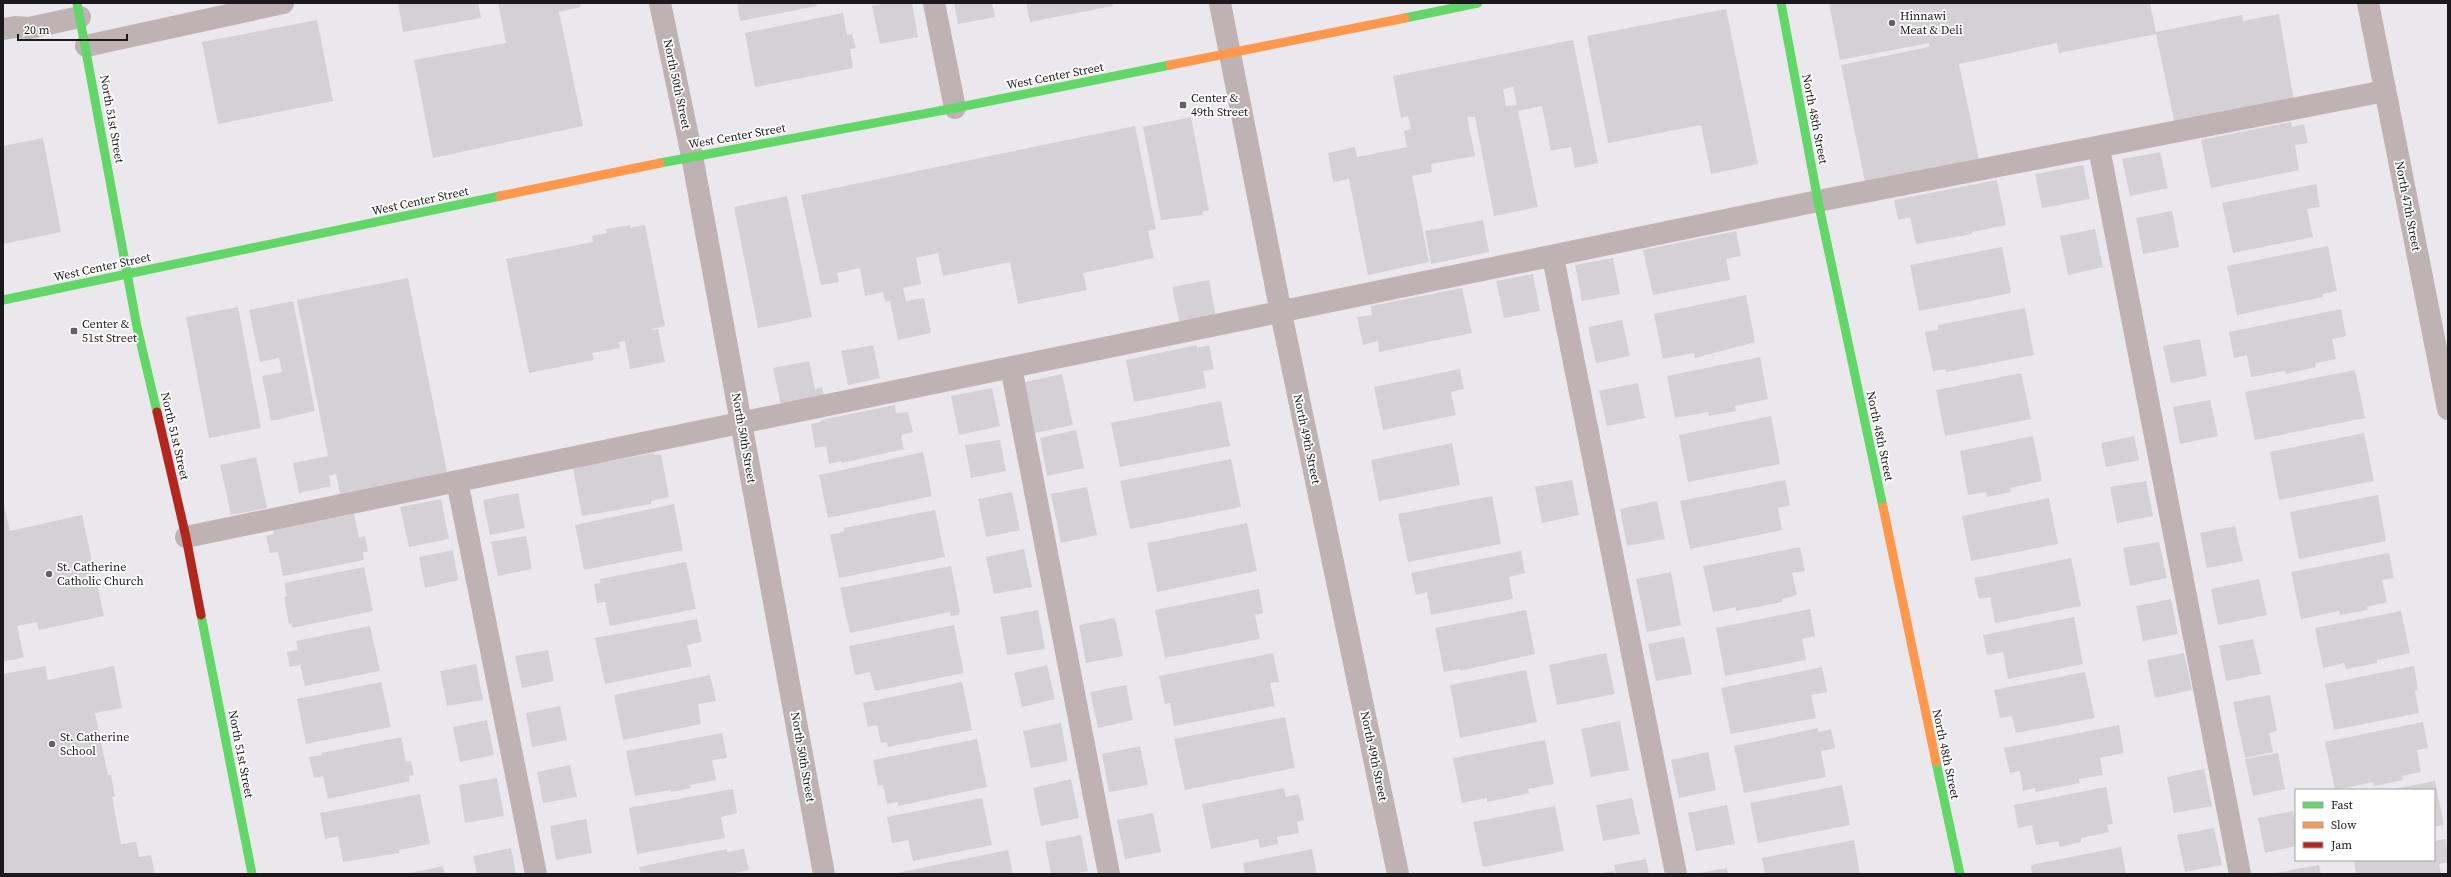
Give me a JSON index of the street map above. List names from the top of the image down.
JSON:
{
  "streets": {
    "street": [
      "West Center Street",
      "North 50th Street",
      "North 51st Street",
      "North 48th Street",
      "North 47th Street",
      "North 49th Street"
    ]
  },
  "crossings": [
    ["West Center Street", "North 50th Street"],
    ["West Center Street", "North 51st Street"],
    ["West Center Street", "North 49th Street"]
  ],
  "places": {
    "other": ["Hinnawi Meat & Deli", "St. Catherine Catholic Church", "St. Catherine School"],
    "transit": ["Center & 49th Street", "Center & 51st Street"]
  },
  "legend": ["Fast", "Slow", "Jam"],
  "scale_bar": "20 m"
}
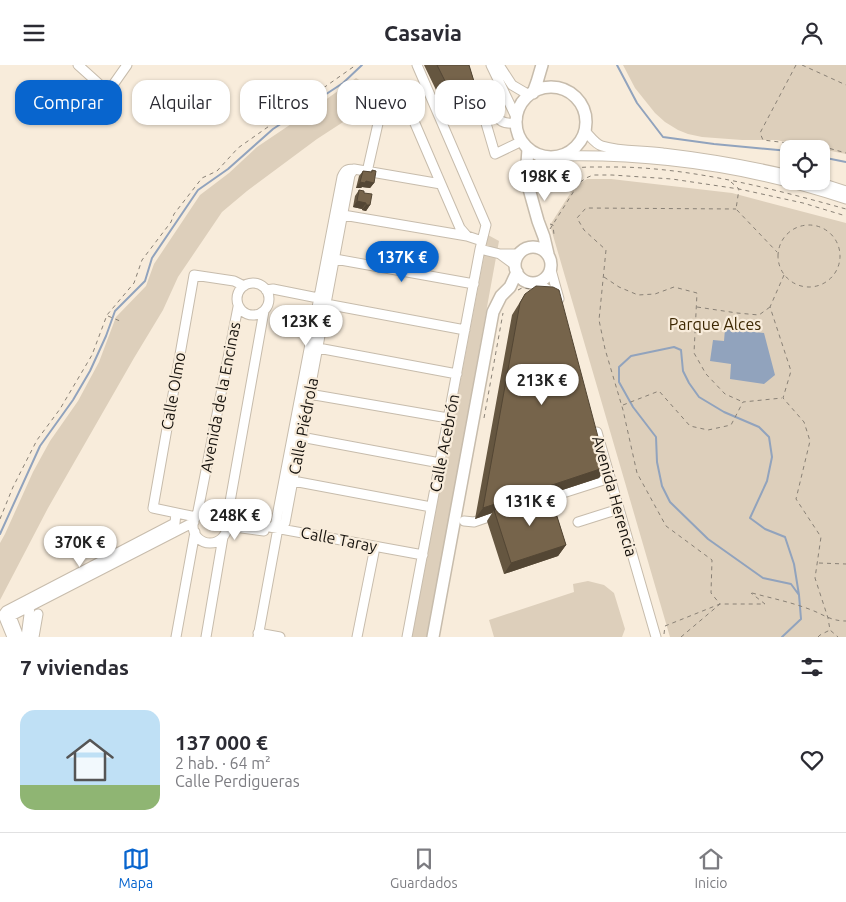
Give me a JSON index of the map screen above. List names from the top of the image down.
{
  "streets": {
    "street": [
      "Calle Olmo",
      "Avenida de la Encinas",
      "Calle Piédrola",
      "Calle Acebrón",
      "Avenida Herencia",
      "Calle Taray"
    ]
  },
  "crossings": [
    ["Calle Olmo", "Avenida de la Encinas"],
    ["Avenida de la Encinas", "Calle Taray"],
    ["Calle Piédrola", "Calle Taray"],
    ["Calle Acebrón", "Calle Taray"]
  ],
  "parks": ["Parque Alces"],
  "page": {
    "header": "Casavia",
    "chip": [
      "Comprar",
      "Alquilar",
      "Filtros",
      "Nuevo",
      "Piso"
    ],
    "price": [
      "198K €",
      "137K €",
      "123K €",
      "213K €",
      "131K €",
      "248K €",
      "370K €"
    ],
    "heading": "7 viviendas",
    "list": [
      {
        "name": "137 000 €",
        "note": "2 hab. · 64 m² · Calle Perdigueras"
      }
    ],
    "tabs": ["Mapa", "Guardados", "Inicio"]
  }
}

□ □ □

**Your objective**
Repeat the data word for word; drop the pictures.

**Response to the task**
Give me a JSON index of the street map above. List names from the top of the image down.
JSON:
{
  "streets": {
    "street": [
      "West Center Street",
      "North 50th Street",
      "North 51st Street",
      "North 48th Street",
      "North 47th Street",
      "North 49th Street"
    ]
  },
  "crossings": [
    ["West Center Street", "North 50th Street"],
    ["West Center Street", "North 51st Street"],
    ["West Center Street", "North 49th Street"]
  ],
  "places": {
    "other": ["Hinnawi Meat & Deli", "St. Catherine Catholic Church", "St. Catherine School"],
    "transit": ["Center & 49th Street", "Center & 51st Street"]
  },
  "legend": ["Fast", "Slow", "Jam"],
  "scale_bar": "20 m"
}
Give me a JSON index of the map screen above. List names from the top of the image down.
{
  "streets": {
    "street": [
      "Calle Olmo",
      "Avenida de la Encinas",
      "Calle Piédrola",
      "Calle Acebrón",
      "Avenida Herencia",
      "Calle Taray"
    ]
  },
  "crossings": [
    ["Calle Olmo", "Avenida de la Encinas"],
    ["Avenida de la Encinas", "Calle Taray"],
    ["Calle Piédrola", "Calle Taray"],
    ["Calle Acebrón", "Calle Taray"]
  ],
  "parks": ["Parque Alces"],
  "page": {
    "header": "Casavia",
    "chip": [
      "Comprar",
      "Alquilar",
      "Filtros",
      "Nuevo",
      "Piso"
    ],
    "price": [
      "198K €",
      "137K €",
      "123K €",
      "213K €",
      "131K €",
      "248K €",
      "370K €"
    ],
    "heading": "7 viviendas",
    "list": [
      {
        "name": "137 000 €",
        "note": "2 hab. · 64 m² · Calle Perdigueras"
      }
    ],
    "tabs": ["Mapa", "Guardados", "Inicio"]
  }
}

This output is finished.